As a security person, I would favor architectures that have a clear chain of trust. Implied trust (where the intermediary is allowed to hit the backend onbehalf of the app and user based solely on some unstated trust) are always problematic. But sometimes they can be build using good old legal contracts. But there needs to be a clear chain of trust.

view this post on Zulip John Moehrke (Oct 29 2021 at 14:07):

thus, the all could be acceptable... but generally only the last one is provable in technical terms.

view this post on Zulip Isaac Vetter (Oct 29 2021 at 18:35):

Thank you, guys. The real-world scenario is an intermediary (that perhaps aggregates) in front of a provider-facing app sold to health systems.
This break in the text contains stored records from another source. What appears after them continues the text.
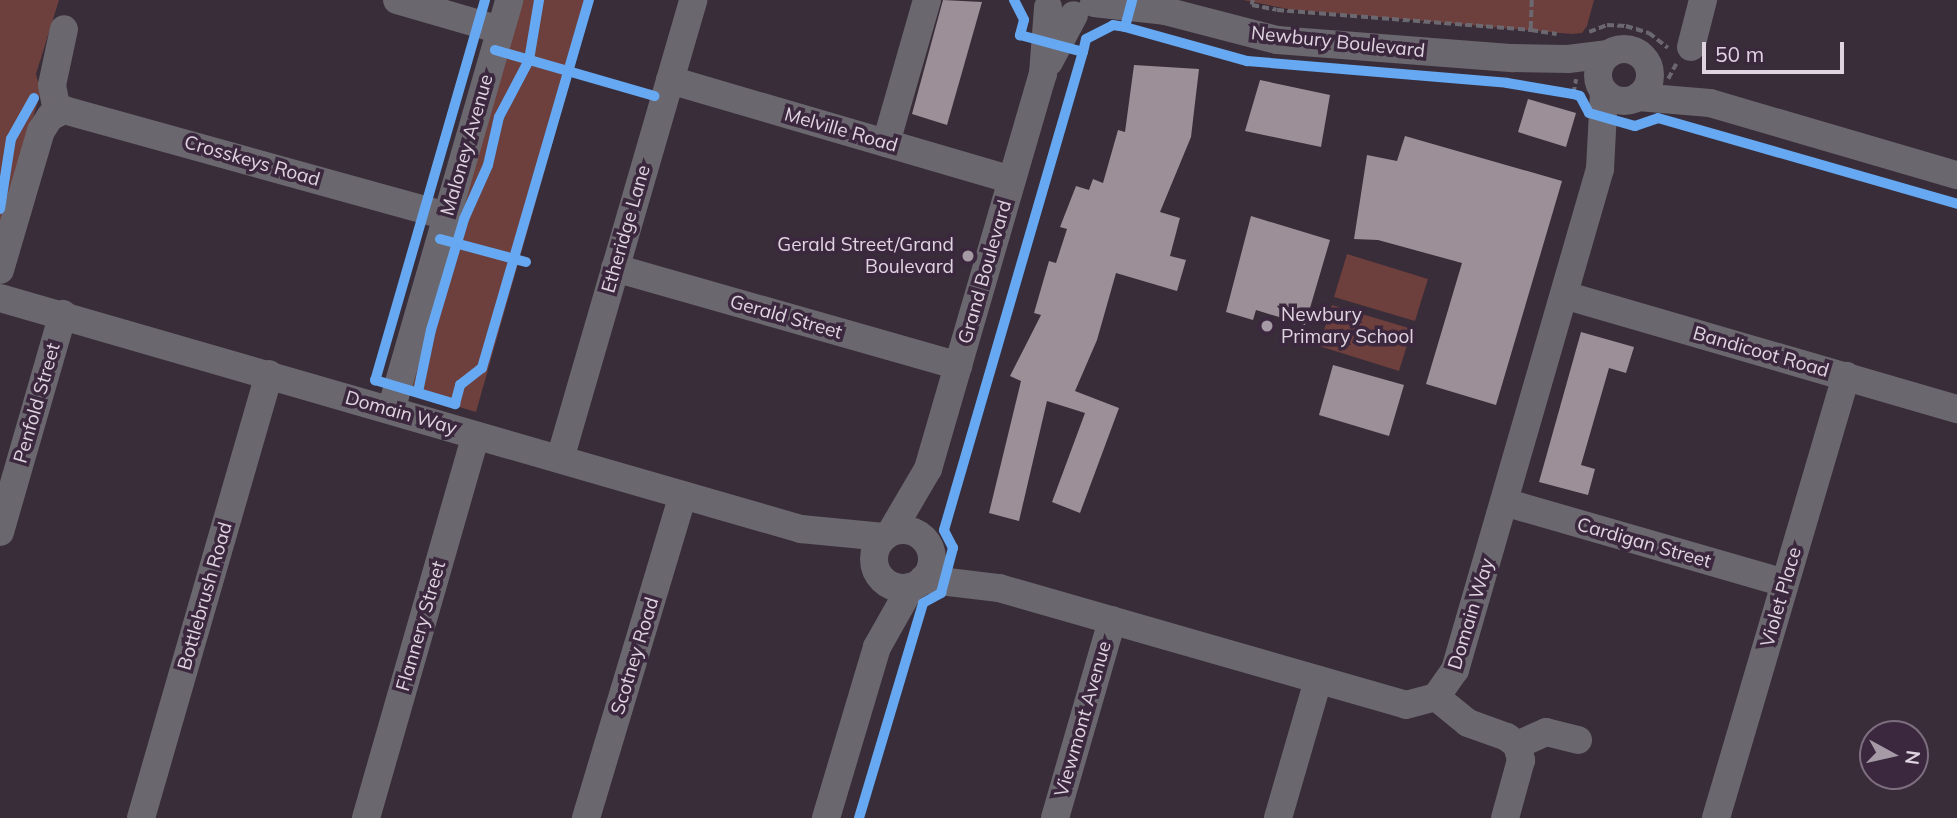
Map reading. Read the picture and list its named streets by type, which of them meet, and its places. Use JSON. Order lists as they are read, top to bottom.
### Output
{
  "streets": {
    "street": [
      "Newbury Boulevard",
      "Melville Road",
      "Maloney Avenue",
      "Crosskeys Road",
      "Etheridge Lane",
      "Grand Boulevard",
      "Gerald Street",
      "Bandicoot Road",
      "Penfold Street",
      "Domain Way",
      "Cardigan Street",
      "Bottlebrush Road",
      "Violet Place",
      "Flannery Street",
      "Scotney Road",
      "Viewmont Avenue"
    ]
  },
  "crossings": [
    ["Newbury Boulevard", "Grand Boulevard"],
    ["Newbury Boulevard", "Domain Way"],
    ["Melville Road", "Etheridge Lane"],
    ["Melville Road", "Grand Boulevard"],
    ["Maloney Avenue", "Crosskeys Road"],
    ["Maloney Avenue", "Domain Way"],
    ["Etheridge Lane", "Gerald Street"],
    ["Etheridge Lane", "Domain Way"],
    ["Grand Boulevard", "Gerald Street"],
    ["Grand Boulevard", "Domain Way"],
    ["Bandicoot Road", "Domain Way"],
    ["Bandicoot Road", "Violet Place"],
    ["Penfold Street", "Domain Way"],
    ["Domain Way", "Cardigan Street"],
    ["Domain Way", "Bottlebrush Road"],
    ["Domain Way", "Flannery Street"],
    ["Domain Way", "Scotney Road"],
    ["Cardigan Street", "Violet Place"]
  ],
  "places": ["Gerald Street/Grand Boulevard", "Newbury Primary School"],
  "scale_bar": "50 m",
  "north": "right"
}
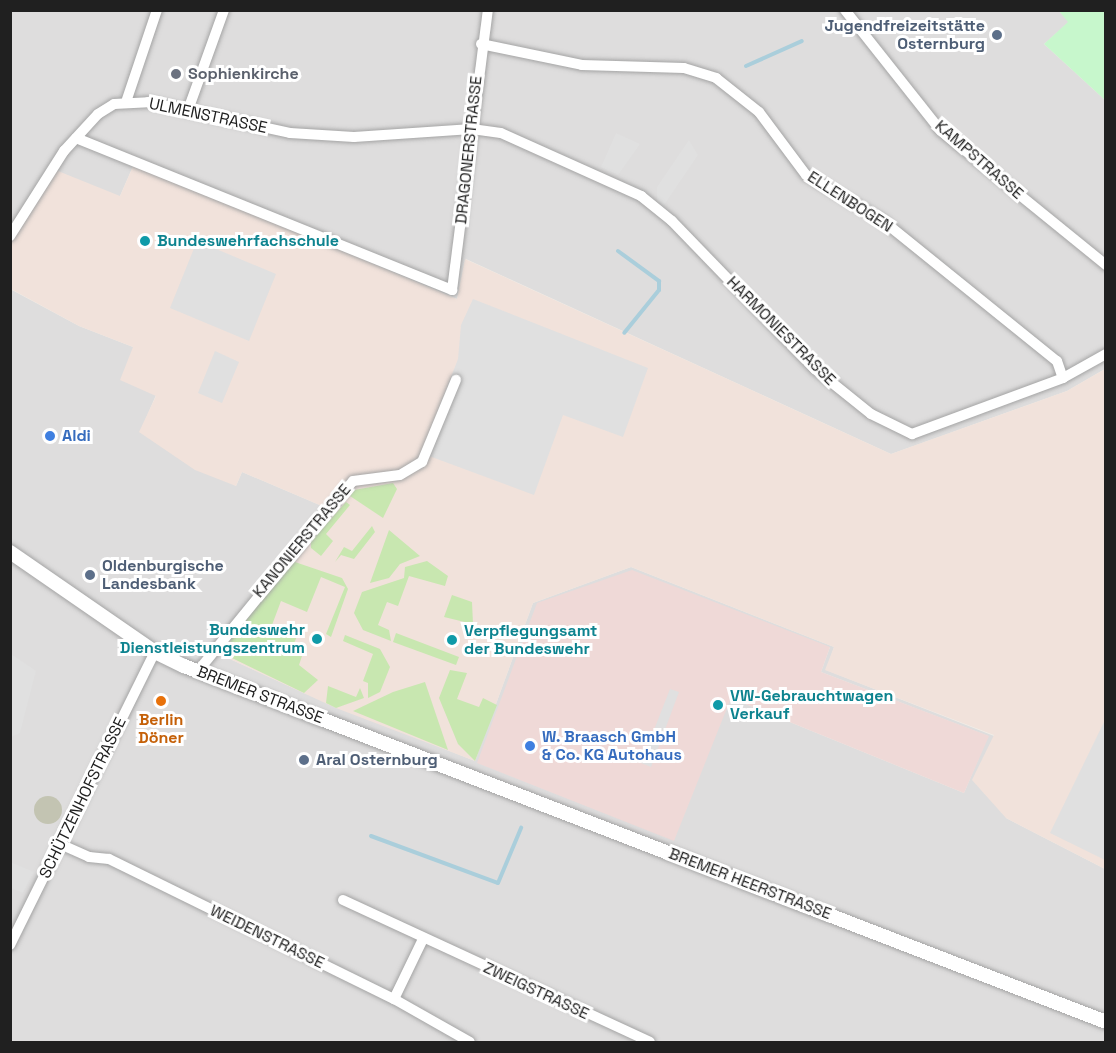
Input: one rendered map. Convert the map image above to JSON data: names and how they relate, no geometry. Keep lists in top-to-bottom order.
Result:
{
  "streets": {
    "street": [
      "ULMENSTRASSE",
      "DRAGONERSTRASSE",
      "KAMPSTRASSE",
      "ELLENBOGEN",
      "HARMONIESTRASSE",
      "KANONIERSTRASSE",
      "BREMER STRASSE",
      "SCHÜTZENHOFSTRASSE",
      "BREMER HEERSTRASSE",
      "WEIDENSTRASSE",
      "ZWEIGSTRASSE"
    ]
  },
  "crossings": [
    ["ULMENSTRASSE", "DRAGONERSTRASSE"],
    ["ULMENSTRASSE", "HARMONIESTRASSE"],
    ["DRAGONERSTRASSE", "ELLENBOGEN"],
    ["DRAGONERSTRASSE", "HARMONIESTRASSE"],
    ["ELLENBOGEN", "HARMONIESTRASSE"],
    ["KANONIERSTRASSE", "BREMER STRASSE"],
    ["BREMER STRASSE", "SCHÜTZENHOFSTRASSE"],
    ["BREMER STRASSE", "BREMER HEERSTRASSE"],
    ["SCHÜTZENHOFSTRASSE", "WEIDENSTRASSE"]
  ],
  "places": [
    "Jugendfreizeitstätte Osternburg",
    "Sophienkirche",
    "Bundeswehrfachschule",
    "Aldi",
    "Oldenburgische Landesbank",
    "Bundeswehr Dienstleistungszentrum",
    "Verpflegungsamt der Bundeswehr",
    "Berlin Döner",
    "VW-Gebrauchtwagen Verkauf",
    "W. Braasch GmbH & Co. KG Autohaus",
    "Aral Osternburg"
  ]
}
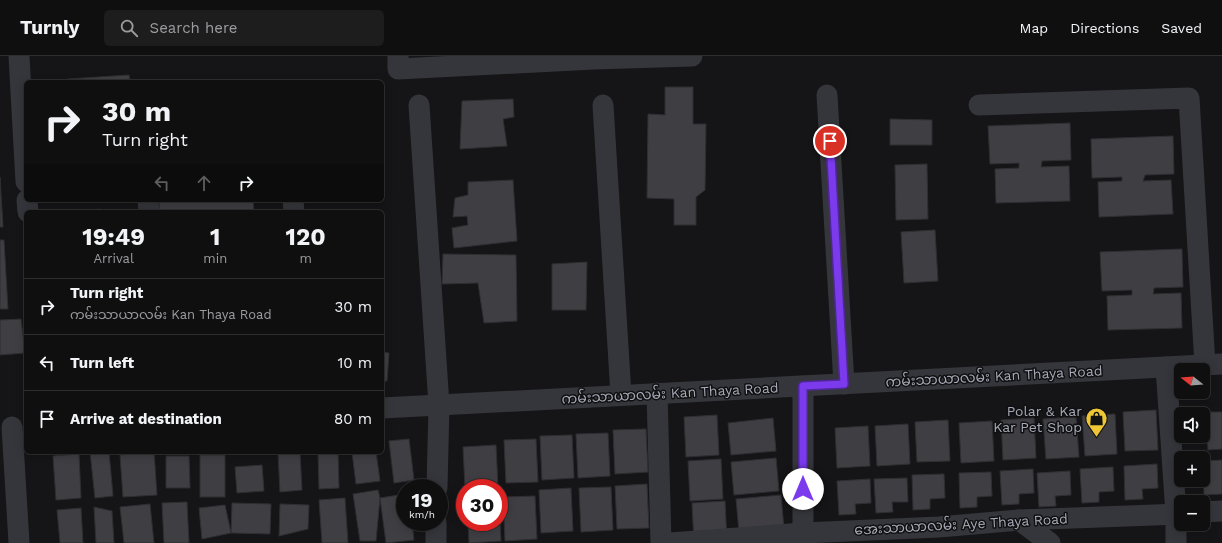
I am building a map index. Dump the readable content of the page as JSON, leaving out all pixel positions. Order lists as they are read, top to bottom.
{
  "streets": {
    "street": ["ကမ်းသာယာလမ်း Kan Thaya Road", "အေးသာယာလမ်း Aye Thaya Road"]
  },
  "places": {
    "shop": ["Polar & Kar Kar Pet Shop"]
  },
  "north": "left",
  "page": {
    "header": "Turnly",
    "search": "Search here",
    "nav": ["Map", "Directions", "Saved"],
    "turn": ["30 m", "Turn right"],
    "eta": [
      "19:49",
      "Arrival",
      "1",
      "min",
      "120",
      "m"
    ],
    "list": [
      {
        "name": "Turn right",
        "note": "ကမ်းသာယာလမ်း Kan Thaya Road",
        "value": "30 m"
      },
      {
        "name": "Turn left",
        "value": "10 m"
      },
      {
        "name": "Arrive at destination",
        "value": "80 m"
      }
    ],
    "map_buttons": ["+", "−"],
    "speed": "19 km/h",
    "limit": "30"
  }
}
view this post on Zulip Isaac Vetter (Oct 29 2021 at 18:35):

To answer Grahame's questions explicitly:

  • Who's the "CE"?
    ** A healthcare delivery system in the US.

  • What's the details of the contract between app vendor and middleware vendor?
    ** I don't know. Re: business contract -- the app vendor pays the middleware vendor. Re: technical contract -- I'm guessing that the middleware vendor provides a RESTful and messaging FHIR server that the app vendor entirely interacts with. And that they've established some type of tenant id to identify which health system is using the app. I don't know how the app authnz's to the middleware.

  • Who offered the app to the patient?
    ** This was a made-up scenario, the straighforward case would be that the app developer offered the app (e.g. not a covered entity).

  • What's do you mean by 'security'?
    ** I think security best practice or maybe technical acceptableness.